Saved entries
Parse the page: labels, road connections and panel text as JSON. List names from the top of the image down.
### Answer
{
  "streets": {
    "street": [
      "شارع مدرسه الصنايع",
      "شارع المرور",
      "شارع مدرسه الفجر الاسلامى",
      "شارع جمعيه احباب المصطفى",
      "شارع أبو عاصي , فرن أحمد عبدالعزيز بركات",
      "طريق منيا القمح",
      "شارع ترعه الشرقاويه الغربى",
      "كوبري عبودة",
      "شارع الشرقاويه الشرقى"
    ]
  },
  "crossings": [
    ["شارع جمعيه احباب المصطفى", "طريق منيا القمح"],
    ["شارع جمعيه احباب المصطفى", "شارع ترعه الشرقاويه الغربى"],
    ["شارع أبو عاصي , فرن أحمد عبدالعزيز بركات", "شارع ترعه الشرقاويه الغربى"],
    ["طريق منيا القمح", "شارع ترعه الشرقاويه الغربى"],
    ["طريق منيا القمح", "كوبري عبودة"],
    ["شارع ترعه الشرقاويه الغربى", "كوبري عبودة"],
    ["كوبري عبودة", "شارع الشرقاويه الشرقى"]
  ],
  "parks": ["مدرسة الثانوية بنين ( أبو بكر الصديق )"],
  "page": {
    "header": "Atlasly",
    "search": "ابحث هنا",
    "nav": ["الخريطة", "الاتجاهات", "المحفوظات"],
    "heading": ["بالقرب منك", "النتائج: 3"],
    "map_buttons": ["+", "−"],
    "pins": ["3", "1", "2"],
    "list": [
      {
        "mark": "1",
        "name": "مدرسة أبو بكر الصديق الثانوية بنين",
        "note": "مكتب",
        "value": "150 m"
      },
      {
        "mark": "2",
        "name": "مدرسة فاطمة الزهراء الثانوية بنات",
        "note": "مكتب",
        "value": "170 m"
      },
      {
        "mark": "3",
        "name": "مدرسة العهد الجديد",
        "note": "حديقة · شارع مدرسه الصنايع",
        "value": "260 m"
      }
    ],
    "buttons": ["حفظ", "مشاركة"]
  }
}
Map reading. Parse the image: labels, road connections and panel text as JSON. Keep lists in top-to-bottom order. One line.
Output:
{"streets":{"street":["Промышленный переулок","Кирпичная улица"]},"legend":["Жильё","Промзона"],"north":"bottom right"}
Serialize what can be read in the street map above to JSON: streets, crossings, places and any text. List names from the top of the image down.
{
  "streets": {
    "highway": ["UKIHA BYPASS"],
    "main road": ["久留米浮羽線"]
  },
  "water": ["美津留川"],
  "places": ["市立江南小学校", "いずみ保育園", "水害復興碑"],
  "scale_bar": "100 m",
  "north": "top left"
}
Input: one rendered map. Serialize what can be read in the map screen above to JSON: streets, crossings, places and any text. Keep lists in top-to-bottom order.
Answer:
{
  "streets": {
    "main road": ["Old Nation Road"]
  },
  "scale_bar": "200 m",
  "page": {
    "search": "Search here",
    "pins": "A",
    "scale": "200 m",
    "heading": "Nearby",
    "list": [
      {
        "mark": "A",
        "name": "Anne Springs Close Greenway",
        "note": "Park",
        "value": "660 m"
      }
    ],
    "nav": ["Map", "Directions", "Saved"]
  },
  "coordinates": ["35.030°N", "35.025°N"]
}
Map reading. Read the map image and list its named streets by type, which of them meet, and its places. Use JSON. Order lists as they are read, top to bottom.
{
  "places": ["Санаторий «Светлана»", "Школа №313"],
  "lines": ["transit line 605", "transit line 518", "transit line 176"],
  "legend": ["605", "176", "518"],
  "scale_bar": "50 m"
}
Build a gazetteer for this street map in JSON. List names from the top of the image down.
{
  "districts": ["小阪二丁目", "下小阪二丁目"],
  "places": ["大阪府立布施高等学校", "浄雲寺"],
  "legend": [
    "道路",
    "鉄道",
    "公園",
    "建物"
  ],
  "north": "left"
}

--- What you should do ---
From the first line to the last, restate the data above exactly.

--- Problem solution ---
Parse the page: labels, road connections and panel text as JSON. List names from the top of the image down.
### Answer
{
  "streets": {
    "street": [
      "شارع مدرسه الصنايع",
      "شارع المرور",
      "شارع مدرسه الفجر الاسلامى",
      "شارع جمعيه احباب المصطفى",
      "شارع أبو عاصي , فرن أحمد عبدالعزيز بركات",
      "طريق منيا القمح",
      "شارع ترعه الشرقاويه الغربى",
      "كوبري عبودة",
      "شارع الشرقاويه الشرقى"
    ]
  },
  "crossings": [
    ["شارع جمعيه احباب المصطفى", "طريق منيا القمح"],
    ["شارع جمعيه احباب المصطفى", "شارع ترعه الشرقاويه الغربى"],
    ["شارع أبو عاصي , فرن أحمد عبدالعزيز بركات", "شارع ترعه الشرقاويه الغربى"],
    ["طريق منيا القمح", "شارع ترعه الشرقاويه الغربى"],
    ["طريق منيا القمح", "كوبري عبودة"],
    ["شارع ترعه الشرقاويه الغربى", "كوبري عبودة"],
    ["كوبري عبودة", "شارع الشرقاويه الشرقى"]
  ],
  "parks": ["مدرسة الثانوية بنين ( أبو بكر الصديق )"],
  "page": {
    "header": "Atlasly",
    "search": "ابحث هنا",
    "nav": ["الخريطة", "الاتجاهات", "المحفوظات"],
    "heading": ["بالقرب منك", "النتائج: 3"],
    "map_buttons": ["+", "−"],
    "pins": ["3", "1", "2"],
    "list": [
      {
        "mark": "1",
        "name": "مدرسة أبو بكر الصديق الثانوية بنين",
        "note": "مكتب",
        "value": "150 m"
      },
      {
        "mark": "2",
        "name": "مدرسة فاطمة الزهراء الثانوية بنات",
        "note": "مكتب",
        "value": "170 m"
      },
      {
        "mark": "3",
        "name": "مدرسة العهد الجديد",
        "note": "حديقة · شارع مدرسه الصنايع",
        "value": "260 m"
      }
    ],
    "buttons": ["حفظ", "مشاركة"]
  }
}
Map reading. Parse the image: labels, road connections and panel text as JSON. Keep lists in top-to-bottom order. One line.
Output:
{"streets":{"street":["Промышленный переулок","Кирпичная улица"]},"legend":["Жильё","Промзона"],"north":"bottom right"}
Serialize what can be read in the street map above to JSON: streets, crossings, places and any text. List names from the top of the image down.
{
  "streets": {
    "highway": ["UKIHA BYPASS"],
    "main road": ["久留米浮羽線"]
  },
  "water": ["美津留川"],
  "places": ["市立江南小学校", "いずみ保育園", "水害復興碑"],
  "scale_bar": "100 m",
  "north": "top left"
}
Input: one rendered map. Serialize what can be read in the map screen above to JSON: streets, crossings, places and any text. Keep lists in top-to-bottom order.
Answer:
{
  "streets": {
    "main road": ["Old Nation Road"]
  },
  "scale_bar": "200 m",
  "page": {
    "search": "Search here",
    "pins": "A",
    "scale": "200 m",
    "heading": "Nearby",
    "list": [
      {
        "mark": "A",
        "name": "Anne Springs Close Greenway",
        "note": "Park",
        "value": "660 m"
      }
    ],
    "nav": ["Map", "Directions", "Saved"]
  },
  "coordinates": ["35.030°N", "35.025°N"]
}
Map reading. Read the map image and list its named streets by type, which of them meet, and its places. Use JSON. Order lists as they are read, top to bottom.
{
  "places": ["Санаторий «Светлана»", "Школа №313"],
  "lines": ["transit line 605", "transit line 518", "transit line 176"],
  "legend": ["605", "176", "518"],
  "scale_bar": "50 m"
}
Build a gazetteer for this street map in JSON. List names from the top of the image down.
{
  "districts": ["小阪二丁目", "下小阪二丁目"],
  "places": ["大阪府立布施高等学校", "浄雲寺"],
  "legend": [
    "道路",
    "鉄道",
    "公園",
    "建物"
  ],
  "north": "left"
}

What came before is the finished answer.